The main hurdle is the Arizona Tribal-State Gaming Compact, which voters narrowly passed by a 51 percent margin in 2002.
“You have to have all the tribes (in the gaming compact) agree and sign off on to anything additional or expansion in the compact, they all have to agree,” Borrelli said.
“It comes down to the gaming compact and how flexible it is. The first step is getting the tribes to be on board with it, and then you have to go through the state side of it.”
The Arizona Compact consists of 16 of the 22 federally recognized tribes in the state. However, Arizona’s biggest native group, the Navajo Nation, is not one of them.
“I think the Navajo Nation is very interested in sports betting and in finding ways to expand their casino offerings,” said attorney Steven Hart, who represents the tribe.
Some Arizona officials believe the legalization of sports betting statewide would be worth overcoming any obstacles. State Rep. Steve Pierce, R-Prescott, has been working with Borrelli to highlight the benefits legal sports betting can bring to the Grand Canyon State.
“It would be another source of revenue for the state,” Pierce said. “A lot of people want it (sports gambling); they’re doing it anyway.”
When it comes to online gambling, Arizona is one of just seven states without online or mobile sports betting through major sites, such as FanDuel or DraftKings. No sports betting proposal in Arizona has mentioned online gambling.
“Any state that is considering legalizing sports betting needs to give serious consideration to mobile sports betting,” said Adam Candee, managing editor of Legal Sports Report.

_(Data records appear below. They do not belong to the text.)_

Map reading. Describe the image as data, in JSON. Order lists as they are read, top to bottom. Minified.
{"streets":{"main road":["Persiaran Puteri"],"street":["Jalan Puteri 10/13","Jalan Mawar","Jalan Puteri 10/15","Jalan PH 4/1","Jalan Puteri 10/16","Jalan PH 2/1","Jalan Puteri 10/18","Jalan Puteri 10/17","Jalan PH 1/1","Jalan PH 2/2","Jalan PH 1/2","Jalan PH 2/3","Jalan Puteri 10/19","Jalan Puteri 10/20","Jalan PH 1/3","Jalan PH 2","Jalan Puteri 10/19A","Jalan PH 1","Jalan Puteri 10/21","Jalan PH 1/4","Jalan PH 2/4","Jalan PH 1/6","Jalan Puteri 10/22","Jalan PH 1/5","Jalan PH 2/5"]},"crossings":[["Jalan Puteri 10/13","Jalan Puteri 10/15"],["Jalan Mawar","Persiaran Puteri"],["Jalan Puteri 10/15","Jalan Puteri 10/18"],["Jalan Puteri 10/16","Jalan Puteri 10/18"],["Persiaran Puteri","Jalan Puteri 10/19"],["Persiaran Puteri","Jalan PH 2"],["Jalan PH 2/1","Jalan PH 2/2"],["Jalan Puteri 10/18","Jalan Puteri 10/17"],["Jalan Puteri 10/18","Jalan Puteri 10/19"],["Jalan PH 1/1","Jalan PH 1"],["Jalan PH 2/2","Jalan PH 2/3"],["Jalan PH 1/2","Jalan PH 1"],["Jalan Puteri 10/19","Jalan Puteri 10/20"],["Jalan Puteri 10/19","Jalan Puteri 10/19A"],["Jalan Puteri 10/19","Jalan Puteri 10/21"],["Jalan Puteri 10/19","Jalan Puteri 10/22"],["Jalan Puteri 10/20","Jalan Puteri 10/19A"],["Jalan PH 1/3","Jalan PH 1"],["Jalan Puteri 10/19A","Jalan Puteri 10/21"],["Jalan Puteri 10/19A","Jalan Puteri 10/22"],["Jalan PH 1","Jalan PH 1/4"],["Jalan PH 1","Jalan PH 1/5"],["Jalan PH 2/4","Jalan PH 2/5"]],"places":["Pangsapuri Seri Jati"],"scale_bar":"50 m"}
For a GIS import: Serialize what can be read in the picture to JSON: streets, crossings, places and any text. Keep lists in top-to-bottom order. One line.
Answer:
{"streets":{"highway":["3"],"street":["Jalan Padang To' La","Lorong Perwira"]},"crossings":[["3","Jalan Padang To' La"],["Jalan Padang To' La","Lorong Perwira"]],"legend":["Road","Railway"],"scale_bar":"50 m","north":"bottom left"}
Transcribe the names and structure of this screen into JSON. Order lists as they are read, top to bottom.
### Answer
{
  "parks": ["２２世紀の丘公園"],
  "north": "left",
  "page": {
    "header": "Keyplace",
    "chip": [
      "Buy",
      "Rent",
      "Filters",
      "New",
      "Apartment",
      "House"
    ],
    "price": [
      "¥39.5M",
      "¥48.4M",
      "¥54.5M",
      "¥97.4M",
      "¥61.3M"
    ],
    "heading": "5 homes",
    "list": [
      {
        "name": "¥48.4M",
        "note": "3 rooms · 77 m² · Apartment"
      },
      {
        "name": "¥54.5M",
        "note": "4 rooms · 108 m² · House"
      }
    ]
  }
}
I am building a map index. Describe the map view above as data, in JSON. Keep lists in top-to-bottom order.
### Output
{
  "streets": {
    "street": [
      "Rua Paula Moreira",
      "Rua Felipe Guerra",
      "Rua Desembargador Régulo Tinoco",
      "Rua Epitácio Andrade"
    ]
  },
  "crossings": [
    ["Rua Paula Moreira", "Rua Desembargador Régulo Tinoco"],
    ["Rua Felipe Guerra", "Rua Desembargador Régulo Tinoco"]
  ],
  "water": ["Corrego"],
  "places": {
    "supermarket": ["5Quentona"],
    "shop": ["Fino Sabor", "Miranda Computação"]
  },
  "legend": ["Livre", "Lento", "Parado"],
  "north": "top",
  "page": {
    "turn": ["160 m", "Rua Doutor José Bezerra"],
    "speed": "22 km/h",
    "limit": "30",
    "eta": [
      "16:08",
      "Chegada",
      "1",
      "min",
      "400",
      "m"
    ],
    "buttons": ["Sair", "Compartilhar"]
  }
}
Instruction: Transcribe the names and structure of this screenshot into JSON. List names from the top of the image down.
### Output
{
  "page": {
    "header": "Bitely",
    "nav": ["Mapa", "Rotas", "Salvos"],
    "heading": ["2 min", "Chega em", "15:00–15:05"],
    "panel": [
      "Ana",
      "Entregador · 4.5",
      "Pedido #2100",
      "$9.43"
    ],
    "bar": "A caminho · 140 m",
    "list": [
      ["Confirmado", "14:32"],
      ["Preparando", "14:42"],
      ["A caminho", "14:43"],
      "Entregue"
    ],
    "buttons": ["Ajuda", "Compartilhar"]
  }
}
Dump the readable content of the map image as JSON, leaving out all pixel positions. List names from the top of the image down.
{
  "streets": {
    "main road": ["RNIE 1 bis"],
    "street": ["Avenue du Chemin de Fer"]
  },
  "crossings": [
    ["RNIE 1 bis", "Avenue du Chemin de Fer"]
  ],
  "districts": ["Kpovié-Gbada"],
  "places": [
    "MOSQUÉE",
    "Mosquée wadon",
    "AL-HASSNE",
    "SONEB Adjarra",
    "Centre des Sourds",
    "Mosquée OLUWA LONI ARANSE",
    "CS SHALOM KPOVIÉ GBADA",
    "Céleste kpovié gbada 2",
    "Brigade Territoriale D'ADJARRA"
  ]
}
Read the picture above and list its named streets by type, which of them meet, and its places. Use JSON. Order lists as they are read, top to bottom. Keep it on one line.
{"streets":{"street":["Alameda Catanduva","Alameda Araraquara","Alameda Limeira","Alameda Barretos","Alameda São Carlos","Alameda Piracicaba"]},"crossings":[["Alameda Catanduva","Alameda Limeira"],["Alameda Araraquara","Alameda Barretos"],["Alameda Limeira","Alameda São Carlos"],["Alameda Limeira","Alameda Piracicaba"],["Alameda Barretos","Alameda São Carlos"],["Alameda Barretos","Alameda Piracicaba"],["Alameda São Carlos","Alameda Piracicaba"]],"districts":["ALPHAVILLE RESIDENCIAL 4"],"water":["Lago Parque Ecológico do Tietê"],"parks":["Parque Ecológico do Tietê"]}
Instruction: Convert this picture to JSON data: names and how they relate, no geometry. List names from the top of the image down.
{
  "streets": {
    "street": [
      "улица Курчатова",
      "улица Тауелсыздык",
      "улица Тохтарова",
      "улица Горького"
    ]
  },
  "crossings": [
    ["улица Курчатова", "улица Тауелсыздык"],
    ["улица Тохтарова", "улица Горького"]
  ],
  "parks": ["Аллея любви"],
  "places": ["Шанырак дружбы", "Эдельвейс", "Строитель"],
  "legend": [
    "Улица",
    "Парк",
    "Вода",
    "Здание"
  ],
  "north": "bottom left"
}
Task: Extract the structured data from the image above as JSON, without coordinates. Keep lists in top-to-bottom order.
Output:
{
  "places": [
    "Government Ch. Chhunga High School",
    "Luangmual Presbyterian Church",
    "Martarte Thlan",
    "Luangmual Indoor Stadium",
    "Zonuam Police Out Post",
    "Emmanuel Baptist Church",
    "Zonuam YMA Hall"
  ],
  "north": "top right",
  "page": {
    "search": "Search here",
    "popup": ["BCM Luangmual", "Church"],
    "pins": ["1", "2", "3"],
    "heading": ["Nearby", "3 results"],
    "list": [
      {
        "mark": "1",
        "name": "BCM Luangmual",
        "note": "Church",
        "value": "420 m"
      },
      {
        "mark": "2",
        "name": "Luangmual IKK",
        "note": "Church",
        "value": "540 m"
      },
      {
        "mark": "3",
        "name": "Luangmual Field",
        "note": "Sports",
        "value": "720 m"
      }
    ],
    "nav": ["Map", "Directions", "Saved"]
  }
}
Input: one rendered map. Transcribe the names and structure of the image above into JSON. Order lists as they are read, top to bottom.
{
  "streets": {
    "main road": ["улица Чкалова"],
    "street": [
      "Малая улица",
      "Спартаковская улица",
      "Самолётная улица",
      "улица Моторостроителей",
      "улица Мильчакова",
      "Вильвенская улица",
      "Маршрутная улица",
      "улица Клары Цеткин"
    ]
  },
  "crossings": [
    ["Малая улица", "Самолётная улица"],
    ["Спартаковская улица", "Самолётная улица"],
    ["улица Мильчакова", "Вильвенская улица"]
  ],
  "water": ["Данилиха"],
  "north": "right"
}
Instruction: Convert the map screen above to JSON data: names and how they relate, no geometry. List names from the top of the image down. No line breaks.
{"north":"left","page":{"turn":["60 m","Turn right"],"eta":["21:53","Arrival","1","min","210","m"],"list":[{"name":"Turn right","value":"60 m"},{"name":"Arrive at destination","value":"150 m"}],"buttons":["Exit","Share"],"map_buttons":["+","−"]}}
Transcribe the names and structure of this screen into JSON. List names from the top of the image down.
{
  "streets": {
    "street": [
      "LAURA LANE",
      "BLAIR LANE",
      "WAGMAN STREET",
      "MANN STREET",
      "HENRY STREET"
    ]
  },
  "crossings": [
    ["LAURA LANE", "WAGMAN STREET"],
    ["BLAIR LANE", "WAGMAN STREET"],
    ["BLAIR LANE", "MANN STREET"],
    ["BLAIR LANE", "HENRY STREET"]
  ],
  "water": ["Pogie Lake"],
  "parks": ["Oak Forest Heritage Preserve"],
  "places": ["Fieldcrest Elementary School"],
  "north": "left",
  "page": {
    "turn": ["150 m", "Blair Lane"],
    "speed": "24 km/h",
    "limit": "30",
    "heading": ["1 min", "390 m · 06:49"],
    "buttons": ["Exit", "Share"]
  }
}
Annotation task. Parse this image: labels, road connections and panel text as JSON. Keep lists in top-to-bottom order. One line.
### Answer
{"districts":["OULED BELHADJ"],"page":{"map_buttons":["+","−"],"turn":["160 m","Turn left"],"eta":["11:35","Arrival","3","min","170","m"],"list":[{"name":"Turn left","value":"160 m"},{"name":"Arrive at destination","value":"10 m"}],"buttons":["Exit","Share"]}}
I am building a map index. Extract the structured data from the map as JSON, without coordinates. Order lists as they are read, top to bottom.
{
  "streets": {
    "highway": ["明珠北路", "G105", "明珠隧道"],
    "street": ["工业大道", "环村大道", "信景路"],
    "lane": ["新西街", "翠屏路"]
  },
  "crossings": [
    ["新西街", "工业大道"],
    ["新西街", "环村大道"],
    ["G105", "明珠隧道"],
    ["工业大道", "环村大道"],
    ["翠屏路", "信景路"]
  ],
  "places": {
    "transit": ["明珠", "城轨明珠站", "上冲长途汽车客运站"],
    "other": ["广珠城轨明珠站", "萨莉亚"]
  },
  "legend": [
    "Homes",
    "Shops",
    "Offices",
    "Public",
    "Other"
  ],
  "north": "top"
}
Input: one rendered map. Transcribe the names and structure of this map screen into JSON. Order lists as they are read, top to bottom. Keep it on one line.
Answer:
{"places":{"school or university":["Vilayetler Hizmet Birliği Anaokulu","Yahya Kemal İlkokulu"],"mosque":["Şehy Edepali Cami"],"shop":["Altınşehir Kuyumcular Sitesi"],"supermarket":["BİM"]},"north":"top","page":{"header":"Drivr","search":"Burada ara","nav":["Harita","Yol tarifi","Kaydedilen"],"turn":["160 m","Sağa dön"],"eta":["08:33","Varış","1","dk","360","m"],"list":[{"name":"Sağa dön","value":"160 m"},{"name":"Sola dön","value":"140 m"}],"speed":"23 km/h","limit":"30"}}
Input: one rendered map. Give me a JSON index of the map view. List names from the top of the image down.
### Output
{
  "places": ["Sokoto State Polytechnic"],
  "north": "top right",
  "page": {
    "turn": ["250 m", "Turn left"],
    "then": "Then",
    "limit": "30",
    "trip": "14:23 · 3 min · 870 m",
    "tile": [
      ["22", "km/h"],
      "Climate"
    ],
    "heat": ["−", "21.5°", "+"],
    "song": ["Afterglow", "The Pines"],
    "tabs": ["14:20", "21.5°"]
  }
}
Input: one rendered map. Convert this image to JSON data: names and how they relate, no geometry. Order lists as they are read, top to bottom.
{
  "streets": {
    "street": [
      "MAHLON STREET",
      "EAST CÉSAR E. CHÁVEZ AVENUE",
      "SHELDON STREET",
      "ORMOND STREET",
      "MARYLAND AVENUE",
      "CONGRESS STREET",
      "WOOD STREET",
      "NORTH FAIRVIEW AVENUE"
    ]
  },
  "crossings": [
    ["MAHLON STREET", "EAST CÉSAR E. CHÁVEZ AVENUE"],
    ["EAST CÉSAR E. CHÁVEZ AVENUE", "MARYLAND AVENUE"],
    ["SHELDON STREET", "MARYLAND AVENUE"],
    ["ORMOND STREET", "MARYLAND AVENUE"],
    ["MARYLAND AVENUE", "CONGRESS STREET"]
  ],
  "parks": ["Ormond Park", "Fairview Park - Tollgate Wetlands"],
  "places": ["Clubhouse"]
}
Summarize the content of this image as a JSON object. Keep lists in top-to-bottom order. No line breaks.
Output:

“This is something that people across the country have shown is what they want,” Candee said. “If you look at New Jersey and Pennsylvania, which were two of the first to legalize sports betting, they are now averaging 90 percent of their bets each month being placed online.”
With COVID-19 stopping progress on legalization, Pierce remains confident Arizona could be one of the next states to permit sports betting.
He and Borrelli in March proposed House Bill 2813, which would legalize sports betting like SB 1525 but would allow both the commercial and tribal retail sportsbooks.
The bill was passed out of committee and introduced on the House floor, but was tabled when the pandemic brought the session to an early end.
“The virus came along and kind of ended everything this year,” Pierce said. “But it’s there now for next year, and I’ve heard that bills like this that were ready to go to the floor and the virus came for the next session they might be put on a fastrack to get out in front of all the other bills.”